Di Maio ha anche spiegato che nella documentazione patrimoniale relativa al 2013 (il suo primo anno da deputato) non era indicata la sua partecipazione nella Ardima Srl perché l’azienda non era operante. A partire dal 2014 – come è possibile vedere sul sito della Camera – Di Maio indicherà sempre la sua partecipazione al 50% nella ditta in società con la sorella Rosalba. Ora, qualcuno potrebbe sollevare il dubbio che è impossibile che Di Maio non sapesse di quanto accadeva nella ditta di famiglia dal momento che questa è confluita – con mezzi, materiali e macchinari – nella sua.
Il documento che dimostra che Di Maio sapeva delle vertenze
Sappiamo dalle testimonianze raccolte dalle Iene che i lavoratori assunti in nero hanno intentato causa contro la Ardima Costruzioni e che queste cause sono passate in capo alla Ardima Srl. A questo punto Di Maio era già entrato in politica e quindi assume notevole interesse il fatto che fosse o meno a conoscenza dell’accaduto. Il Partito Democratico ha pubblicato oggi un documento allegato all’atto notarile con il quale è stata costituita la Ardima Srl che dimostrebbe come l’allora vicepresidente della Camera non potesse essere all’oscuro dell’esistenza di alcune vertenze.
Il documento è un atto di donazione d’azienda che attesta la situazione patrimoniale della Ardima Costruzioni di Paolina Esposito al 31 dicembre 2013 (Di Maio venne eletto nel marzo 2013 e assunse l’incarico di vicepresidente di Montecitorio il 21 marzo dello stesso anno).

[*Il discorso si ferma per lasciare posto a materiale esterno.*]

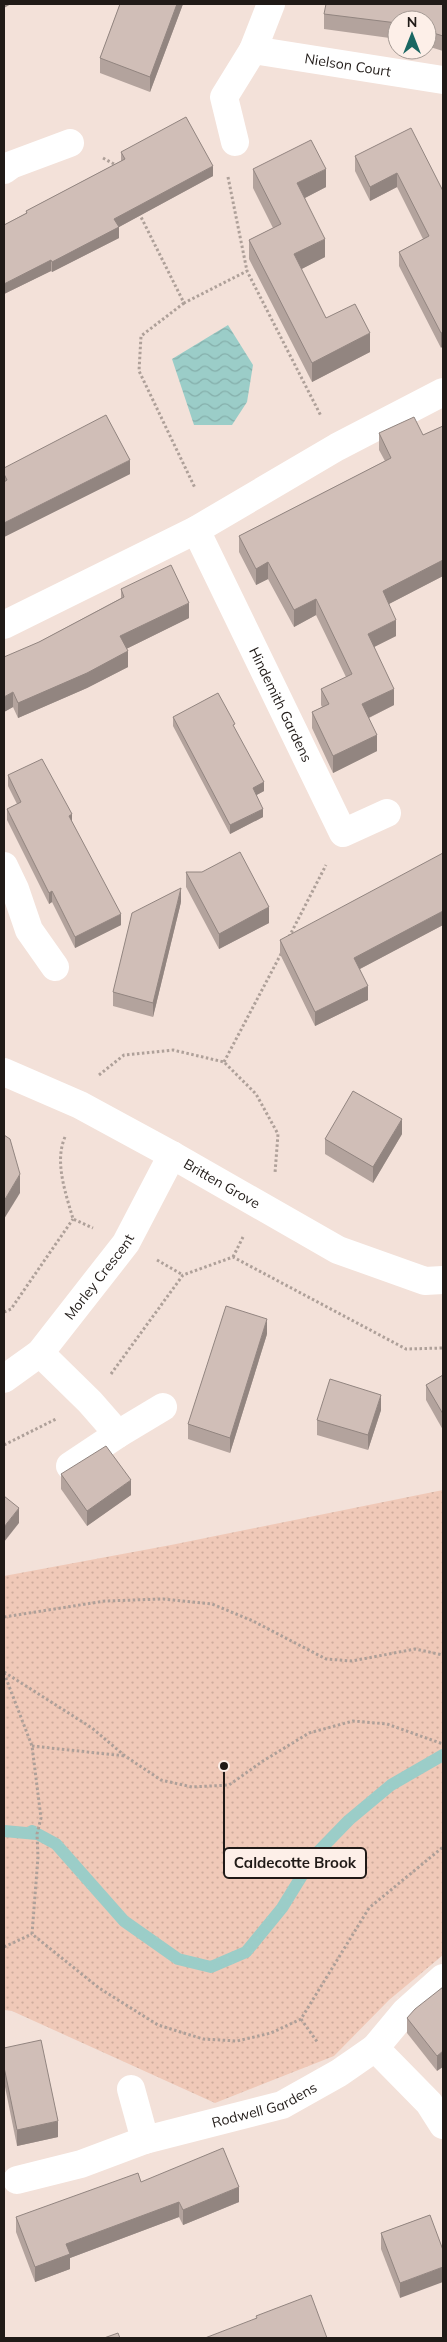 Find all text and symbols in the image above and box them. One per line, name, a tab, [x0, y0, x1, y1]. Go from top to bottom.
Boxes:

In quel documento vengono elencati i mezzi e i macchinari di proprietà dell’azienda, il nome del cantiere a quel momento in corso, i fornitori e anche l’esistenza di un fondo rischi ed oneri per le vertenze lavoratori dipendenti. Si tratta di accantonamenti, soldi messi da parte per far fronte alle vertenze con i dipendenti. Una di queste cause risultava essere ancora pendente nel 2014, quando iniziò ufficialmente la gestione dei fratelli Di Maio. Secondo Carmelo Miceli del PD quindi «è evidente ed è documentale che Luigi Di Maio quando costituisce la società sapeva: sapeva della vertenza e ha continuato a resistere nella vertenza contro quei lavoratori che gli chiedevano semplicemente di essere regolarizzati». A questo punto quindi la responsabilità non è più solo del padre e Di Maio non può dire che non ne sapeva nulla. Se sapeva dei macchinari e dei mezzi – come ha detto di sapere – sapeva anche dell’esistenza delle vertenze.